スペインのJJコバスが生み出したアルミ合金製ツインスパーを、世界中のメーカーがこぞって採用するようになった1980年代以降、ロードレーサー及び量産ロードスポーツのフレームでモノコックが試される例はかなり少なくなりました。しかし、新しいモノコック開発の試みが、全くなくなったわけではありません。
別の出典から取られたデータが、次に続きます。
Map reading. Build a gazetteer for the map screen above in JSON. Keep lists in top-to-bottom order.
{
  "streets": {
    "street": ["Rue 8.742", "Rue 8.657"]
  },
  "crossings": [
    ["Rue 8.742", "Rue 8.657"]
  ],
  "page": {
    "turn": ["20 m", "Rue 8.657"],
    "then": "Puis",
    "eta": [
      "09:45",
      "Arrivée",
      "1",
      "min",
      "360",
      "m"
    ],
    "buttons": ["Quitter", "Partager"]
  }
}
カワサキのフラッグシップモデル、ZX-14Rのアルミ・モノコック。2000年モデルとしてデビューしたZX-12Rから採用された骨格ですが、そもそもは1993年のZZR1100のモデルチェンジ時にも、テストされていたそうです。

www.kawasaki-cp.khi.co.jp

2014年のドゥカティ・パニガーレのアルミ・モノコック。ドゥカティはモトGP用デスモセディチGP9でカーボン・モノコックフレームにトライ。その技術をパニガーレにフィードバックさせています。

www.ducati.co.jp

2014年に発表された、英国のブラフ・シューペリアのモト2マシン。フェアリングを兼ねる完全なモノコック構造を採用。材質はカーボン製。

www.motorcycle.com

今後、どのようなモノコック採用例が登場するのか、そしてその乗り味とポテンシャルは・・・興味が尽きることはありませんね。